I got an empty list. Now, How can I print the analogous of the query

c.execute("PRAGMA table_info('db');").fetchall()

such that I can get name type of all columns in db?

Alex-Monahan · 2022-05-12T12:22:05Z

Alex-Monahan
May 12, 2022
Collaborator

I think the information schema is what you are looking for!
https://duckdb.org/docs/sql/information_schema

select * from information_schema.columns

1 reply

oscar-defelice May 12, 2022
Author

No, actually this also shows an empty list

Alex-Monahan · 2022-05-12T13:10:43Z

Alex-Monahan
May 12, 2022
Collaborator

Ah, you want to query the metadata of Arrow datasets - my mistake. One workaround might be to create a view on top of your dataset. Otherwise, DuckDB doesn't really track all of your current Python variables. So I think some kind of extra step would be needed.
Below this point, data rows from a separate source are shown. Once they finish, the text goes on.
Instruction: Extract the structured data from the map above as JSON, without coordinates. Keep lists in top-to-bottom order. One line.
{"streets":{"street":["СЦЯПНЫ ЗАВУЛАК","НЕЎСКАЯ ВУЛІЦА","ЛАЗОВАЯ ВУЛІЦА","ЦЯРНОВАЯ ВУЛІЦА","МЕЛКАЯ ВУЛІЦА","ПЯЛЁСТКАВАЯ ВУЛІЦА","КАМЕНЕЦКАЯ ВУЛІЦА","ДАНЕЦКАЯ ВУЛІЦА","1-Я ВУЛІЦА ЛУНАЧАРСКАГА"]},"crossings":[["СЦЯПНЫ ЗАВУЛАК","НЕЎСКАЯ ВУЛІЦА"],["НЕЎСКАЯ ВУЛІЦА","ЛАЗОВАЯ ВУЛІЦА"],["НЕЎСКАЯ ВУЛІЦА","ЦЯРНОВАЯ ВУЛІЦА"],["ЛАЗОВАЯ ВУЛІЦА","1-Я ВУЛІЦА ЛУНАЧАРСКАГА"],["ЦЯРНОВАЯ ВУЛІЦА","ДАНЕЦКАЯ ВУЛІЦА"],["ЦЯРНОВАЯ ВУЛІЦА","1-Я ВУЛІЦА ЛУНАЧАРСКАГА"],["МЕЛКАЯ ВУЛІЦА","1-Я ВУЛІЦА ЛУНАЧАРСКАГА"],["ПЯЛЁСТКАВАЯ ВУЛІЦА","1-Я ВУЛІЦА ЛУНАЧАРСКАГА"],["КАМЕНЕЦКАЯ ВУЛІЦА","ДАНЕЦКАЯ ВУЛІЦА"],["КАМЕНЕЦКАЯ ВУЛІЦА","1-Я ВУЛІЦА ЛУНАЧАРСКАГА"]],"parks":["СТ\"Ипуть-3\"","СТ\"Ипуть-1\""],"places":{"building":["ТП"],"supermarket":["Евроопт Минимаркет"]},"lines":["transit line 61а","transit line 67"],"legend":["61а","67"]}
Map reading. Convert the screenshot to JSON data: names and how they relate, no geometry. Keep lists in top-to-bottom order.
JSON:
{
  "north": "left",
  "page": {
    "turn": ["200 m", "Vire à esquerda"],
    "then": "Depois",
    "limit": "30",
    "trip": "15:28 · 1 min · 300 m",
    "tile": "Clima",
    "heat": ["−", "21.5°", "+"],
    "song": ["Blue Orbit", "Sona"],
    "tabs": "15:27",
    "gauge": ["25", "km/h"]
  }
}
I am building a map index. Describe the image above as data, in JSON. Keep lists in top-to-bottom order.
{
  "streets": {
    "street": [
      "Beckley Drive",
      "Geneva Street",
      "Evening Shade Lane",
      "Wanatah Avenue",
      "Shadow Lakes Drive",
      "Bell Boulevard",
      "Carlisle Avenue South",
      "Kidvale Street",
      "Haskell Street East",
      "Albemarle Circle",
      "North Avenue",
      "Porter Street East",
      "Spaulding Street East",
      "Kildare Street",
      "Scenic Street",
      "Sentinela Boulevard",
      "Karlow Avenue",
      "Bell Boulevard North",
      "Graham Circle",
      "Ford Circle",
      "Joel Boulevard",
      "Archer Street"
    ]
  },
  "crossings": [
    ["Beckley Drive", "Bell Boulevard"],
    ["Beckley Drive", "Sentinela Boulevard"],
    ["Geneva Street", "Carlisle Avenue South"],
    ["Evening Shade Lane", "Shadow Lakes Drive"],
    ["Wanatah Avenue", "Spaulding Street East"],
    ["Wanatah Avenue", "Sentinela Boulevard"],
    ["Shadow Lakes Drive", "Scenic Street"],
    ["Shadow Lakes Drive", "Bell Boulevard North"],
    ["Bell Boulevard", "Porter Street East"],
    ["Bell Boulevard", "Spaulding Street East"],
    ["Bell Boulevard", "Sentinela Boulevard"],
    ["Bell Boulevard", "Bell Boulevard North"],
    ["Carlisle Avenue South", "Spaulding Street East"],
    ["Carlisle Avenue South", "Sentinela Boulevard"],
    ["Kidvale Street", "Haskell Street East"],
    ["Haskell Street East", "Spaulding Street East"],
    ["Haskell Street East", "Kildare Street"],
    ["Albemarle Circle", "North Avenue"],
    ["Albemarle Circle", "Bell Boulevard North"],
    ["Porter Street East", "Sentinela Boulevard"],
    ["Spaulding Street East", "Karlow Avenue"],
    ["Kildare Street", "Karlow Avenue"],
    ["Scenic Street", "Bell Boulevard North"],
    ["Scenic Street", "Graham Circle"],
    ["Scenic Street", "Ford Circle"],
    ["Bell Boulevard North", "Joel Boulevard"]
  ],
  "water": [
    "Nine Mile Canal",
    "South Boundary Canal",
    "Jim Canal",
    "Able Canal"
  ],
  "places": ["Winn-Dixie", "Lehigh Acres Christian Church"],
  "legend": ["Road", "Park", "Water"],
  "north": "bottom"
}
It may also be best to handle this with a Python loop. You can loop through your Python local variables and look for ones of type Arrow, etc.

5 replies

pdet May 16, 2022
Collaborator

Just to add to what Alex said, your code is using the "replacement scans", these are mainly for when you wish to quickly query a python object (pandas, arrow) without registering the object within DuckDB. So DuckDB holds no meta information of said object.
If you want to query it as a table, registering it as a view is the way to go.

oscar-defelice May 18, 2022
Author

Thank you very much. However, when I try to create a view I do not get anything. (or better I get an empty view). On the other hand if I put everything in a .db file I run out of memory, and in principle, I have a folder containing 100Gb of data in parquet, and I am transferring everything in a ~100Gb (actually bigger) .db file.

Alex-Monahan May 18, 2022
Collaborator

Would you mind posting your view creation code? I wouldn't expect an empty view! I would have thought a view would somewhat solve your issue. Thanks!

oscar-defelice May 19, 2022
Author

Here it is

import duckdb
import pyarrow as pa
import pyarrow.dataset as ds

# Open dataset 
db = ds.dataset('database_source/parquet_files/')
con = duckdb.connect()
c = con.cursor()

c.execute("SELECT * FROM db LIMIT 10").fetchall() # this works fine

c.execute("CREATE OR REPLACE VIEW v1 AS SELECT * FROM db;").fetchall() # this gives empty

Alex-Monahan May 19, 2022
Collaborator

Thank you for posting!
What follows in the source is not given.